There is one other, powerful benefit of owning our mistakes:

We free ourselves from the tyranny of perfection while deepening our self-confidence and self-respect.

Take a moment to think about that: by placing a higher value on honoring what is right, we reinforce that we are a person of integrity. And when we do that, we feel good about ourselves in a profound way that has nothing to do with “being right.” Owning a mistake, any mistake, is one more expression of how you take responsibility for your words, actions, and consequences. Now that’s something to feel very good about!

Get more comfortable with admitting when you’re wrong 

  • Separate your actions from your character. Doing something wrong is not the same as being a bad or flawed human.

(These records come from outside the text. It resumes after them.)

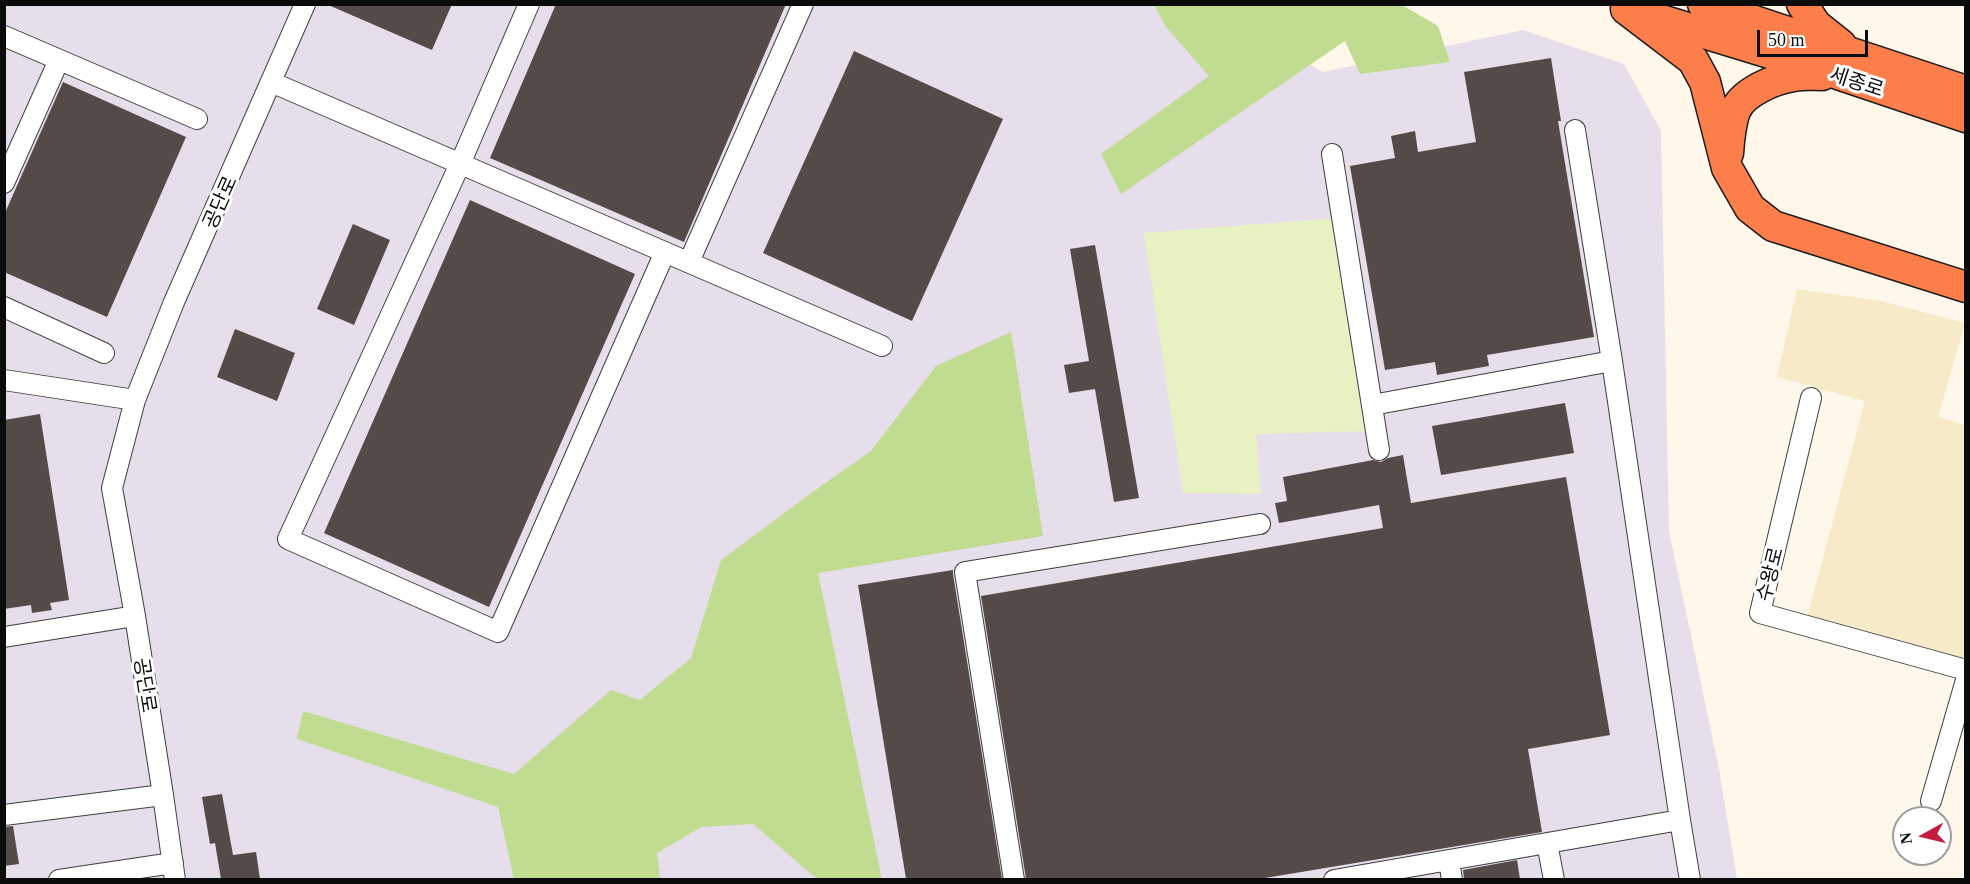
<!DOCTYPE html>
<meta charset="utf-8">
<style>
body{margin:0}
#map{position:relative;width:1970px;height:884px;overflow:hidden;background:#fff7e9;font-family:Georgia,serif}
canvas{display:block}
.frame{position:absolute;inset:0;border:6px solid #0b0b0b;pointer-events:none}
.north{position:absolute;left:1892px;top:806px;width:60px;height:60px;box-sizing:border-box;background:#fff;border:2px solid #9d9d9d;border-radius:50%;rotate:262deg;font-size:16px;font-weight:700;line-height:24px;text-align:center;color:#0b0b0b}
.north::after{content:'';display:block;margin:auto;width:21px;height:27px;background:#c01d40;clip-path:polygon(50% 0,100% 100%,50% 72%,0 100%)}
.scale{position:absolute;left:1757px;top:30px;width:111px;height:27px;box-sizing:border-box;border:3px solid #0b0b0b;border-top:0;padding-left:8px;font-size:18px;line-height:21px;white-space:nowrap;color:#0b0b0b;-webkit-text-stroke:4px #fff;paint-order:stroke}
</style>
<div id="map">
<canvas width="1970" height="884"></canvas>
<div class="frame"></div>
<div class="north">N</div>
<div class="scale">50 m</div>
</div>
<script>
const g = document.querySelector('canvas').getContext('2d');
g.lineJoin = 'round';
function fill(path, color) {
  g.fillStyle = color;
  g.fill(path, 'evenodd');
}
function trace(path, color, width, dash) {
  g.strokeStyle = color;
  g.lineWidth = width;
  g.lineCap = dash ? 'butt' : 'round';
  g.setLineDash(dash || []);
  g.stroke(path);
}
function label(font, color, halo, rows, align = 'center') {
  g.font = font + ' Georgia,"Noto Sans KR",serif';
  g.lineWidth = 6;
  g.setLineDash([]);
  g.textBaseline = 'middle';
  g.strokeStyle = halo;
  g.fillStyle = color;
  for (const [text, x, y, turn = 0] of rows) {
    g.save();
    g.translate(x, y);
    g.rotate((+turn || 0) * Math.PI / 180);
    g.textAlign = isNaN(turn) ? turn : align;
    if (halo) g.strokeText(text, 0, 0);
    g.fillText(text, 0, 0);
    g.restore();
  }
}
fill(new Path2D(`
 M5,5H1204L1323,72L1523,30L1624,64L1661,131L1669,531L1719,769L1737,879L5,880Z`), '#e7deeb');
fill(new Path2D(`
 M1797,289L1881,301L1965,323L1938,417L1965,425V661L1807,618L1865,401L1777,377Z`), '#f6eac8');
fill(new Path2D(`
 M1154,5H1402L1438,26L1450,62L1360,74L1345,41L1121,194L1101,154L1209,76L1166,27Z
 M1011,332L1043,536L818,573L882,879H817L753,824L702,827L657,853L660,879H514L498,807L297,739L303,711L514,774L611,690L640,700L691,658L721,560L814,491L871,451L936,366Z`), '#bfdc90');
fill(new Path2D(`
 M1335,218L1368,431L1256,434L1261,494L1183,493L1144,233Z`), '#e9f1c3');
fill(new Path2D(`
 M326,4H452L432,50Z
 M556,4H786L684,242L490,158Z
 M854,51L1003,119L912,321L763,253Z
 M1551,58L1561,121H1558L1594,337L1487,355L1489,366L1437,375L1435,362L1385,370L1350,166L1395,158L1391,136L1415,131L1418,152L1476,142L1464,72Z
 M63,82L186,137L107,317L4,272V215Z
 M470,200L635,274L489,607L324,533Z
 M353,224L390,240L354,325L317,309Z
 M1095,245L1139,498L1114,502L1095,389L1069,393L1064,365L1089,361L1070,249Z
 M235,329L295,353L277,401L217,377Z
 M1565,403L1574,453L1441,475L1432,426Z
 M40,414L69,600L50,603L52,610L32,613L31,605L4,609V420Z
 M1403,455L1411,503L1566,477L1610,735L1528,749L1542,832L1259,879H1026L981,596L1383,528L1379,505L1279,523L1275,503L1287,501L1283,477L1373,460L1381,462L1388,458Z
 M953,570V574L1002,879H906L858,585Z
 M222,794L233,855L256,852L260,879H221L215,843L210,844L202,797Z
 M13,826L19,864L4,866V827Z
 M1517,860L1520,879H1464L1463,870Z`), '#544a47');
const minor = new Path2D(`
 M529,4L460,164L288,539L498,632L665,252
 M4,36L197,119
 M271,82L882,346
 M1575,130L1612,361L1680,820L1690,880
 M1332,154L1379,450
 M4,183L59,60
 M689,262L803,4
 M4,307L104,353
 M4,380L135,400L112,488L135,616L163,795
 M1811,398L1760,613L1966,670
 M135,400L174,302L305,4
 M1372,405L1612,361
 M4,637L135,616
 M1931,801L1966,680
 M4,815L163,795L175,880
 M1547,843L1554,880
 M1449,860L1680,820
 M59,880L173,863
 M1014,880L965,572L1260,524
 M1334,880L1449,860L1452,880`);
const highway = new Path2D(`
 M1703,4L1966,91
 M1802,4L1816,25L1841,45
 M1626,9L1693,60L1705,82L1727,168L1750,208L1773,226L1966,287
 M1645,15L1838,74L1966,117
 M1728,153C1729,139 1730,125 1735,111C1743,92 1774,79 1794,76C1803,74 1813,75 1822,75`);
trace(minor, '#3e3e3e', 22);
trace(highway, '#1c1c1c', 33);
trace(minor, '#fff', 20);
trace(highway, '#fc7e4a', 30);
label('20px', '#0b0b0b', '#fff', [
 ["세종로",1857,81,18],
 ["공단로",219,202,-66],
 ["수왕로",1769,574,-76],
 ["공단로",146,685,81]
]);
</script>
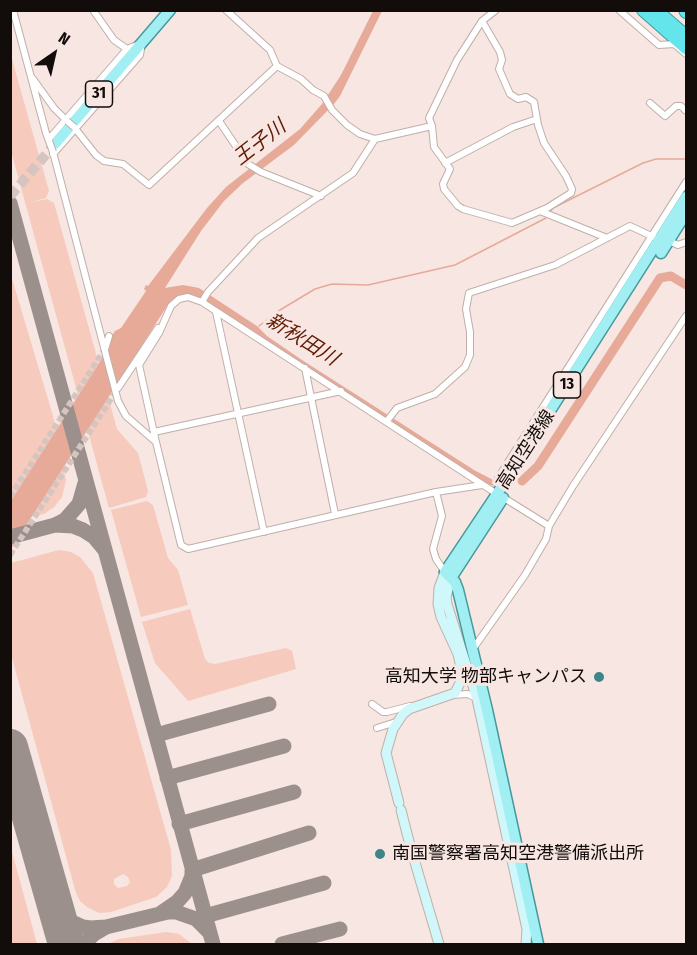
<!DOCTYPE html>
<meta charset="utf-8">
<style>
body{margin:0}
#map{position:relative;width:697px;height:955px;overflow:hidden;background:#f7e6e1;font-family:"Fira Sans Condensed",sans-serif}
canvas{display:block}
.frame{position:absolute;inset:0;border:12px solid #120d0b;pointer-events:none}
.north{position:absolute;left:24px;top:24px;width:60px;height:60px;-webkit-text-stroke:4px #f7e6e1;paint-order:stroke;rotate:34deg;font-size:16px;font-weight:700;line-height:24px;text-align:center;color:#120d0b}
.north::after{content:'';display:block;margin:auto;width:21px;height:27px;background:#120d0b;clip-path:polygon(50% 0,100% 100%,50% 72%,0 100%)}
</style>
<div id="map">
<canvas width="697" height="955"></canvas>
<div class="frame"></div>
<div class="north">N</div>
</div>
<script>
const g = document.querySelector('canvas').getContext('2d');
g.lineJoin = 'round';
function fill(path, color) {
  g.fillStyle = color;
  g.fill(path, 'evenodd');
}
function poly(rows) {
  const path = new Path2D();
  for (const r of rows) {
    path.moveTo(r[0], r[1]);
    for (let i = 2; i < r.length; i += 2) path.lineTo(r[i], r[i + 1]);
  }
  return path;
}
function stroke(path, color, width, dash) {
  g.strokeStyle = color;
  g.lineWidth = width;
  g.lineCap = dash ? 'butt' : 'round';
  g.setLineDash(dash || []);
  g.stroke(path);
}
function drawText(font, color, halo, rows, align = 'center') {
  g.font = font + ' "Fira Sans Condensed","Noto Sans JP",sans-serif';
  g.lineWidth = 6;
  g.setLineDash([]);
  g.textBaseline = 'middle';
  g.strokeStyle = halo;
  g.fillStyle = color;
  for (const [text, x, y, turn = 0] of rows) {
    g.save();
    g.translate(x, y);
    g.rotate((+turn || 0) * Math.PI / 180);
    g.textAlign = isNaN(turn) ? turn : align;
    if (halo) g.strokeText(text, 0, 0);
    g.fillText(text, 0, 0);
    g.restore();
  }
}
fill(poly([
 [10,52,49,191,46,198,31,202,47,199,54,203,117,429,138,453,148,491,146,497,109,508,11,151],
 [10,272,53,416,66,480,62,497,54,507,44,514,11,520],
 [147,501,153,505,168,558,178,570,188,605,141,617,111,510],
 [59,550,71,552,80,557,93,573,171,850,172,876,167,887,156,897,111,912,99,913,87,907,80,901,76,893,11,654,11,563],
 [123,874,128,877,130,882,127,886,118,888,114,884,114,879],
 [190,609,205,659,209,663,215,664,286,648,292,651,296,669,188,701,155,663,142,622],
 [11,848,37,944,11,944],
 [166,932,179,934,192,944,108,944,119,939]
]), '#f6cabc');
fill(poly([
 [373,11,382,11,340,96,334,104,294,145,243,183,224,201,201,231,165,288,183,285,199,288,257,326,267,336,302,360,474,470,497,482,494,486,488,484,200,299,177,297,169,303,11,549,11,501,108,349,109,341,115,331,121,328,146,291,144,289,146,285,148,286,207,208,226,187,300,129,322,104,341,75]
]), '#e7aa98');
stroke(poly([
 [550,212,553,208,643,163,656,159,686,159],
 [259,326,280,310,315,289,332,284,368,285,455,265,546,218]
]), '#e7aa98', 1.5);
stroke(poly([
 [522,481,538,466,660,278,671,276,686,285]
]), '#e7aa98', 9);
stroke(poly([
 [10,203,213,944],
 [55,525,73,526,83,530,94,537,104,549],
 [10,537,55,525,65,520,79,504,85,483],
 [156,735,269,704],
 [167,778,284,746],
 [179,824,294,792],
 [51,891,61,913,72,922,83,927,91,928,106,927,168,912,176,912,196,919,209,932],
 [161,913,177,902,185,893,192,876,192,870,309,833],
 [205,916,324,883],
 [84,944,94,934,106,927],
 [282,944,340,929]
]), '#9c908c', 15);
stroke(poly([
 [10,747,66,944]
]), '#9c908c', 36);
stroke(poly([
 [10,497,105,349],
 [10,555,118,388]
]), '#d5c5c1', 6, [6, 3]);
stroke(poly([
 [10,196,55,144]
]), '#d5c5c1', 10, [10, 5]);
const street = poly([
 [13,10,46,133,49,141],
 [93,10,114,40,127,49],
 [226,10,270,50,277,66,301,79,313,90,324,96,332,110,347,125,360,134,375,139,432,126],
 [619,10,659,45,674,44,686,54],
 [482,21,500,52,502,60,499,69,510,94,518,99,526,97,534,102,538,125,544,143,566,176,572,189,571,193,547,208,512,223,463,209,458,206,444,189,443,184,450,169,434,147,432,126,429,118,457,60,482,21,496,10],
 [33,79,54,108,67,121],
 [650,103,665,116,676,106,681,106,686,111],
 [219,121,248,164,261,172,321,196],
 [74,127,96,155,104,161,123,164,149,185,277,66],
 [49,139,127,49,142,43,140,55,53,154],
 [53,152,118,401,126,416,156,442,181,545,188,549,436,492,482,485],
 [445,163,513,127,537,119],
 [540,211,607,238],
 [202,302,208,292,258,238,353,173,375,139],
 [216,312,264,532],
 [105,349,109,336],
 [305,368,335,514],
 [118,388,158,328],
 [387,421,397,408,435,394,465,367,470,355,470,332,466,309,469,293,555,265,630,226,660,240,669,241,678,245,686,242],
 [154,432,341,391],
 [156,442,139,365,159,333,171,306,179,299,188,297,202,302,497,494],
 [506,482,498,478,686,182],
 [436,492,442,516,433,549,436,559,445,572],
 [504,498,549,526],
 [473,649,525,575,546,539,549,526,573,486,686,316],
 [451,695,468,694,476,698],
 [372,704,383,712,387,712,410,706],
 [377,728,396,722]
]);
const secondary = poly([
 [451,578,446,597,447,604,477,699,525,920,527,929,526,944],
 [399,803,386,753,393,729,403,714,409,709,455,693,463,677,458,654,441,617,438,604,439,588,445,572],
 [401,810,412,853],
 [414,859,439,944]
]);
const primary = poly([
 [55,144,170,10],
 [661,253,686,213],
 [451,578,503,498],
 [538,944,487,710,458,590,455,582,445,572,497,494,686,197]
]);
const highway = poly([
 [643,10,686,48],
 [656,10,686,36],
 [685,10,686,12]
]);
stroke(street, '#bfafaa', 8);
stroke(secondary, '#bfafaa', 11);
stroke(primary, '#47999d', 13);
stroke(highway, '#47999d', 14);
stroke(street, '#fff', 6);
stroke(secondary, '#d0f7f9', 9);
stroke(primary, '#a2eff3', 10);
stroke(highway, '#64e5eb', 12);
const streetBridge = poly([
 [67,121,74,127],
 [49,141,53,152]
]);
stroke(streetBridge, '#bfafaa', 8, []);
stroke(streetBridge, '#fff', 6);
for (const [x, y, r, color] of [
 [599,677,6,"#3d8589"],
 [380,854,6,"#3d8589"]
]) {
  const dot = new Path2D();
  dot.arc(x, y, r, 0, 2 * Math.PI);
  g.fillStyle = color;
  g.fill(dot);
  stroke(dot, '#f7e6e1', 2);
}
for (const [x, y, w] of [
 [99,94,27],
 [567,385,27]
]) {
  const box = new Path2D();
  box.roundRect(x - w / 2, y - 13, w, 26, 4.5);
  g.fillStyle = '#f7e6e1';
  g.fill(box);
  stroke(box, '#120d0b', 1.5);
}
drawText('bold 16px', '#120d0b', null, [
 ["31",99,94],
 ["13",567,385]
]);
drawText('18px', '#120d0b', '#f7e6e1', [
 ["高知空港線",526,450,-57]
]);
drawText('18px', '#120d0b', '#f7e6e1', [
 ["高知大学 物部キャンパス",587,677],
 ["南国警察署高知空港警備派出所",392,854,"left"]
], 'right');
drawText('italic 20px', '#621b03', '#f7e6e1', [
 ["王子川",260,143,-38],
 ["新秋田川",302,340,32]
]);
</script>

Just because you mess up doesn’t mean that you are no longer a good person, a kind person, a smart person. This distinction is at the heart of getting comfortable with our sometimes “imperfect” words and actions.
  • Remember that everyone makes mistakes: no one is perfect. The corollary is that you don’t need to be perfect. Being human is so much healthier.
  • Remind yourself that feeling embarrassed can be a good thing. It may sound crazy, but embarrassment signals authenticity. Others respect our willingness to be vulnerable and respect our strength and integrity, which in turn makes them trust us and want to cooperate with us.
  • Focus on what you are learning from this mistake. It is easier to move forward when we can take away something positive from an experience. Ask yourself: What can this experience teach me? What can I do to prevent making this mistake again? What do I gain from owning my mistake?
  • Keep the big picture in mind. A healthy relationship with yourself translates into inner peace. A healthy relationship with others creates a rich life. Count me in.